Central to this effort is what Matveeva describes as a ‘translator’ role — someone with a strong scientific background who also works in regulatory and GMP. This individual understands the underlying science and can meet with the development team to break down the process in a way that aligns with FDA expectations before IND‑enabling work begins.

“It’s reasonable to sit down together and say: ‘Here is the project. Here are the rules that apply. Here’s how they’re structured. And here’s how the FDA expects us to interpret them,’” she continues. “Doing that together preserves the integrity of the development process.”

It also makes the technology transfer process go much more smoothly. “It doesn’t mean you’ll have a perfect process — improvement never ends in GMP — but you can create a realistic list of things that could go wrong, introduce controls, and transfer the technology from the lab to the cleanroom to start process validation in the clinical space, in compliance.”

By translating great science into the FDA’s language early on, teams can preserve relationships, maintain momentum, and ensure a smoother transition from the lab bench to the cleanroom.

Designing for Reality

As cell and gene therapies move beyond early‑phase trials and centralized centers, their success will depend less on innovation alone, and more on whether clinical supply chains are designed for real‑world constraints.

Autologous therapies especially amplify every weakness — forecasting gaps, infrastructure limits, quality shortcuts, and misaligned handoffs. Addressing those issues early, before the first patient is dosed, is no longer optional.

Taken together, as Matveeva explains it, advanced therapies don’t fail because the science isn’t good enough. They fail when the system around them isn’t designed to carry that science all the way to the patient.

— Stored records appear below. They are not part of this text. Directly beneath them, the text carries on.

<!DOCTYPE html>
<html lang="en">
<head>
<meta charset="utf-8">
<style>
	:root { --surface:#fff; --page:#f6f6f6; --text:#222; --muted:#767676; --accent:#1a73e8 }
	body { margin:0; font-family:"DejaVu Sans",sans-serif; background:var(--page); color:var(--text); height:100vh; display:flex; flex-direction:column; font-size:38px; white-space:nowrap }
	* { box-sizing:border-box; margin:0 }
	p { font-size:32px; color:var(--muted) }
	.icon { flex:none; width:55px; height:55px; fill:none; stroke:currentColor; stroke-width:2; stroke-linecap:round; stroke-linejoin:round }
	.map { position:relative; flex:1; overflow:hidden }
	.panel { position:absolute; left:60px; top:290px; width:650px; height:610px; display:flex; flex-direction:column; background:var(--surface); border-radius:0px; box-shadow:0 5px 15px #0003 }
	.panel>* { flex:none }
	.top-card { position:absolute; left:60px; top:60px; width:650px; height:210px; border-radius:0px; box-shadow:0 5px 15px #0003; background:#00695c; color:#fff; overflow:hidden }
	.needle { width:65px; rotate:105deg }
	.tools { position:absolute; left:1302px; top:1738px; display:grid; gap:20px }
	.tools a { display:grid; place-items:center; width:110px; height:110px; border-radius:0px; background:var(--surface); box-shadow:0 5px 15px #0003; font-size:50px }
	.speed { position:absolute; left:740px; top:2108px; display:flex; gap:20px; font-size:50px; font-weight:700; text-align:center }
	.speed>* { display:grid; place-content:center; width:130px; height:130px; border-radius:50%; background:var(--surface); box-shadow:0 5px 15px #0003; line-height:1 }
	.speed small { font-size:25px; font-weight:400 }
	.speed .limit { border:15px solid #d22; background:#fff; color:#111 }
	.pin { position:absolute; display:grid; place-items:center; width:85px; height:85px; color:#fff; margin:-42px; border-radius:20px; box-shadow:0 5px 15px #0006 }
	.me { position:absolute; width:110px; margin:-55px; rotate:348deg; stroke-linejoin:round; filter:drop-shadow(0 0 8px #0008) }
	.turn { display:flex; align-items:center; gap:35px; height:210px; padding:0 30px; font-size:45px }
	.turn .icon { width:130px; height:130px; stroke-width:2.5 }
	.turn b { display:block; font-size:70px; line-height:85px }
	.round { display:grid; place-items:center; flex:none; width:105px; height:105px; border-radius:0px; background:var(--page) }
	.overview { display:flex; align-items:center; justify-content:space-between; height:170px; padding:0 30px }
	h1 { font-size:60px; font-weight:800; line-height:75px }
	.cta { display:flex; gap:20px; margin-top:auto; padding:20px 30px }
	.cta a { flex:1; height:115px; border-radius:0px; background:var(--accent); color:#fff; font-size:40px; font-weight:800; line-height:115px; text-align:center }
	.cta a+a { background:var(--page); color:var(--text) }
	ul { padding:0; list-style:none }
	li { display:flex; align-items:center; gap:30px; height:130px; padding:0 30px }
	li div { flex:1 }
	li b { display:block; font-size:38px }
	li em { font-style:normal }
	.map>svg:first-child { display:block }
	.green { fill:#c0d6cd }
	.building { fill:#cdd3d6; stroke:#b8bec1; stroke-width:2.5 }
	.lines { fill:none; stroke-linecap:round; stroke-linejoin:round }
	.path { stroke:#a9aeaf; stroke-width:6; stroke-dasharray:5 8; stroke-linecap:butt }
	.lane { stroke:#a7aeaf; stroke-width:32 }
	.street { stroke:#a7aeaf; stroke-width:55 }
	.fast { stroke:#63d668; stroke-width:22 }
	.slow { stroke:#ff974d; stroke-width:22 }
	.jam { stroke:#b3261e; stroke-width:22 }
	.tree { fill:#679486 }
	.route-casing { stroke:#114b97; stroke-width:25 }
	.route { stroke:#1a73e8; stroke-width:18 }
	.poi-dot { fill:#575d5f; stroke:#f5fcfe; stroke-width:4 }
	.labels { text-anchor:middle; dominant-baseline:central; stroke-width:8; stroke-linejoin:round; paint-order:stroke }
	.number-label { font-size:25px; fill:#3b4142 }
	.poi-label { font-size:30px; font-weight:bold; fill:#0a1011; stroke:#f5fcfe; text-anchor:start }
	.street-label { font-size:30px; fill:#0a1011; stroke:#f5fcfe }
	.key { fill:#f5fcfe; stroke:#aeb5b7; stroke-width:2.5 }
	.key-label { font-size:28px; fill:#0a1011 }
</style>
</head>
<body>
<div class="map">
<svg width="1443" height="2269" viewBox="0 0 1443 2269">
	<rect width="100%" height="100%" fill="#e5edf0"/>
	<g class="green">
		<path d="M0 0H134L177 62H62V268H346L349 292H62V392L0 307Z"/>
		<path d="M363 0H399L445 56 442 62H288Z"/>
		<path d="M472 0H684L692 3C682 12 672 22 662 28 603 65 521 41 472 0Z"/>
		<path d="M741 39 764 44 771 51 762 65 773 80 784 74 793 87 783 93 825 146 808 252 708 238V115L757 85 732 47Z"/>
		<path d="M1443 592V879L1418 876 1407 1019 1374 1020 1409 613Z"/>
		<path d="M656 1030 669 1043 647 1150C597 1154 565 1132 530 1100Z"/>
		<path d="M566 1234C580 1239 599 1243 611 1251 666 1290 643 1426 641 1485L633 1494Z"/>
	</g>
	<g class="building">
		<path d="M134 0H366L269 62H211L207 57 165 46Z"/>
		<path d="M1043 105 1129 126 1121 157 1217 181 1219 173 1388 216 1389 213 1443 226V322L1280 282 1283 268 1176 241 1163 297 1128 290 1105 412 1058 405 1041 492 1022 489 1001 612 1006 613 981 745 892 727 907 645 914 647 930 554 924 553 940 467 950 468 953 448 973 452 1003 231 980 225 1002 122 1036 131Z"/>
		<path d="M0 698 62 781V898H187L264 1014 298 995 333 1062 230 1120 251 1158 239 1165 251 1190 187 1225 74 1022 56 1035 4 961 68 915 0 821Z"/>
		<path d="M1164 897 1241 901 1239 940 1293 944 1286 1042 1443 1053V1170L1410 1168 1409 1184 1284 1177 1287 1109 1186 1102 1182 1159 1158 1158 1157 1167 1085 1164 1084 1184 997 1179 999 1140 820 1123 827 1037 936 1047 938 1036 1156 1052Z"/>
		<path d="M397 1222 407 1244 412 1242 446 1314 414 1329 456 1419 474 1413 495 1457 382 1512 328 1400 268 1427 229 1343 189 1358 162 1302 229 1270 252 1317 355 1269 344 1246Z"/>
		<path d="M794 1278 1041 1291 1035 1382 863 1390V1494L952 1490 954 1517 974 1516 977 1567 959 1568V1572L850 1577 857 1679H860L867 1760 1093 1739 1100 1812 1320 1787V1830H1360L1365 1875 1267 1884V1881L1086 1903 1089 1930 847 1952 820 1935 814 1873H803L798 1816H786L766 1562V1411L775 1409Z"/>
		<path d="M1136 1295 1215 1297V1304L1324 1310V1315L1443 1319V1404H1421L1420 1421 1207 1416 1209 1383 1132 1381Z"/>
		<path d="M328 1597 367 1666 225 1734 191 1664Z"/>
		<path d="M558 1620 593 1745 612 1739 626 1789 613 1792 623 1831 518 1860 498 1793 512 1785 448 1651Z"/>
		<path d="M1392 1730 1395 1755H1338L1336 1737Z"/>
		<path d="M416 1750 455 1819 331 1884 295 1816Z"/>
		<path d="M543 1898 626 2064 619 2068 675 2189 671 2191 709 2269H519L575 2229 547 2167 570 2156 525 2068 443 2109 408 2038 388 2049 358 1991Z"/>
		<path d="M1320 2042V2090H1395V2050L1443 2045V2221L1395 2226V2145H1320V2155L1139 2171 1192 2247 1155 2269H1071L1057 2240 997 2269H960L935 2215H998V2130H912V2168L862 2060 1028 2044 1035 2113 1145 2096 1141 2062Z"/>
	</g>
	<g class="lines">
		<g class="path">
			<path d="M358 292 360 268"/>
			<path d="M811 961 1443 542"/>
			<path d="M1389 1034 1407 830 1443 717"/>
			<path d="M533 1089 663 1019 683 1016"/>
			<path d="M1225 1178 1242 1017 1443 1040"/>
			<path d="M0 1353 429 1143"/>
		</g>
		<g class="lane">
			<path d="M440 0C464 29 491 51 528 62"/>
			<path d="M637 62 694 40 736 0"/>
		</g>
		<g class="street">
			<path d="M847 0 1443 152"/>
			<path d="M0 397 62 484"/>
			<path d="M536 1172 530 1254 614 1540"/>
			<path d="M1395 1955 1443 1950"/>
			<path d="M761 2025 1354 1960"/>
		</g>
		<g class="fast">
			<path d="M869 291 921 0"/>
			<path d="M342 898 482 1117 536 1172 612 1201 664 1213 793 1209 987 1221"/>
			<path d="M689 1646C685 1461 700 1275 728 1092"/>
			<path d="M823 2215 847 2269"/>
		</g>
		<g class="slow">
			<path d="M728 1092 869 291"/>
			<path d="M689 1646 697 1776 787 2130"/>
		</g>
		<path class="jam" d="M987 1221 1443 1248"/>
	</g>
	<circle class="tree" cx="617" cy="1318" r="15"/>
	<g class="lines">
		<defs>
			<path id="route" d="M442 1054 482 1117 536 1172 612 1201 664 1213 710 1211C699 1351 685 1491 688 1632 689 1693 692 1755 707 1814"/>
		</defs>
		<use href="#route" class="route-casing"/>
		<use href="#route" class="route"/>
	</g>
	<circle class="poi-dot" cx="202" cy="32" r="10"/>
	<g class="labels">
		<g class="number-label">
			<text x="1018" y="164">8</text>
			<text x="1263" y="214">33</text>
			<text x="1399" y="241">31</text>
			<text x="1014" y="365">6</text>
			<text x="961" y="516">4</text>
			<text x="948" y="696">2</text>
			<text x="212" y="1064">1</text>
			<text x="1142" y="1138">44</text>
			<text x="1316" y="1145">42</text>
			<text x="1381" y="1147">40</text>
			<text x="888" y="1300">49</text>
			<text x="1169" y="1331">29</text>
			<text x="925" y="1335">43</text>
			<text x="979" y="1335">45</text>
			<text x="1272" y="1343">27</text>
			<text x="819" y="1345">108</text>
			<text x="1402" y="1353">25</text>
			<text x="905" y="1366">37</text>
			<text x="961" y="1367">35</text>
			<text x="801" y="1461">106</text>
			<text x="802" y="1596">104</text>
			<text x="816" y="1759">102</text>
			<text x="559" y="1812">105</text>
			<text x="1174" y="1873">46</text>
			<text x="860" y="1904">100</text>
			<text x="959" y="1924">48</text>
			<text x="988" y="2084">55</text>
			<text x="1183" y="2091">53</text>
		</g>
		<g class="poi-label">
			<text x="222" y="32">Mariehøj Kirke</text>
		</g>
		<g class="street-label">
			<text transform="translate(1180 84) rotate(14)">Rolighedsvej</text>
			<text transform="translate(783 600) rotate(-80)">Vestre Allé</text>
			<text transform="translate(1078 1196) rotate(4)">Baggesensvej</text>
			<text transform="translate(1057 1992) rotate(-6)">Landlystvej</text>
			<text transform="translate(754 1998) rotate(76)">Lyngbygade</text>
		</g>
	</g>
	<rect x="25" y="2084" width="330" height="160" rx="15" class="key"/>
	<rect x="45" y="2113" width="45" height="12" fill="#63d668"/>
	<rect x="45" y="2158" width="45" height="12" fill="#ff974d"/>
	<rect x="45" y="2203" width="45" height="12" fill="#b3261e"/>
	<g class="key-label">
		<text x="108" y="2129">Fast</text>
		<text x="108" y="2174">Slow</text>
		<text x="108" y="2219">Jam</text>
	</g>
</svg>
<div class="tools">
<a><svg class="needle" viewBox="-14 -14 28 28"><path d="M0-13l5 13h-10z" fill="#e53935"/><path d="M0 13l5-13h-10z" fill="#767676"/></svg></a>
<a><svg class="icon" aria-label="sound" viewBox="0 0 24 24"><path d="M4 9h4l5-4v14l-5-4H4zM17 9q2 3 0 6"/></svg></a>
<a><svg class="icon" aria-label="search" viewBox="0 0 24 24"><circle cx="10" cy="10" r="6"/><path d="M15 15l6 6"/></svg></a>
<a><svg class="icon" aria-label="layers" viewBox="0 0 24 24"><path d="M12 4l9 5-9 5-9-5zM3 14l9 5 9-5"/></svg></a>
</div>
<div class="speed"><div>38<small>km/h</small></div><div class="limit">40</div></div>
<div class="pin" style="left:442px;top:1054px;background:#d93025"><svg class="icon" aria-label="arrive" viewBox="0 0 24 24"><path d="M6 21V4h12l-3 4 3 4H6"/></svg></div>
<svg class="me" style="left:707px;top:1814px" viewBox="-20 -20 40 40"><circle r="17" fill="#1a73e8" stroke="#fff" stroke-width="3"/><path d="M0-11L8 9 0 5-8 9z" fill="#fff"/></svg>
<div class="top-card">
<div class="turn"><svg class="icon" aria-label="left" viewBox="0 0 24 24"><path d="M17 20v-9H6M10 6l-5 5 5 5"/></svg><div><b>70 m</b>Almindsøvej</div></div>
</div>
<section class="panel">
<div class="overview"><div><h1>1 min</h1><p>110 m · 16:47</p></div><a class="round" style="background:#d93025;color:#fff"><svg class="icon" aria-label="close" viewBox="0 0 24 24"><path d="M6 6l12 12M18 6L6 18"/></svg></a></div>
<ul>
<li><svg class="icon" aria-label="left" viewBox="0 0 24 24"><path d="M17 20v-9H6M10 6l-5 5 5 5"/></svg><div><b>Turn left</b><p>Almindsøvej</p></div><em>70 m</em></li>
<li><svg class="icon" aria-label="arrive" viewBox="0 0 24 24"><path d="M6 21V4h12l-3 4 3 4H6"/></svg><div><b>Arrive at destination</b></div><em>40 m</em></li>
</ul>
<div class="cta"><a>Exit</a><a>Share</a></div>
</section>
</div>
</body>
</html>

Dr. Tatyana Matveeva serves as the Director of cGMP Operations at the Regenerative Cell Therapy Laboratory, Dept of Neurosurgery, Mass General Hospital and Harvard Medical School in Boston, MA. She joined MGH in 2023 to establish a cell therapy cGMP program for phase I trials, and her efforts span all operational and compliance aspects of clinical grade cGMP cell production; from personnel development, qualification, and management, to supply chain, quality programs, document development and control, and contract negotiations. The newly developed cGMP facility is now providing a fully operational compliant infrastructure for clinical grade cell manufacturing, with plans for expansion of services and new partnerships underway.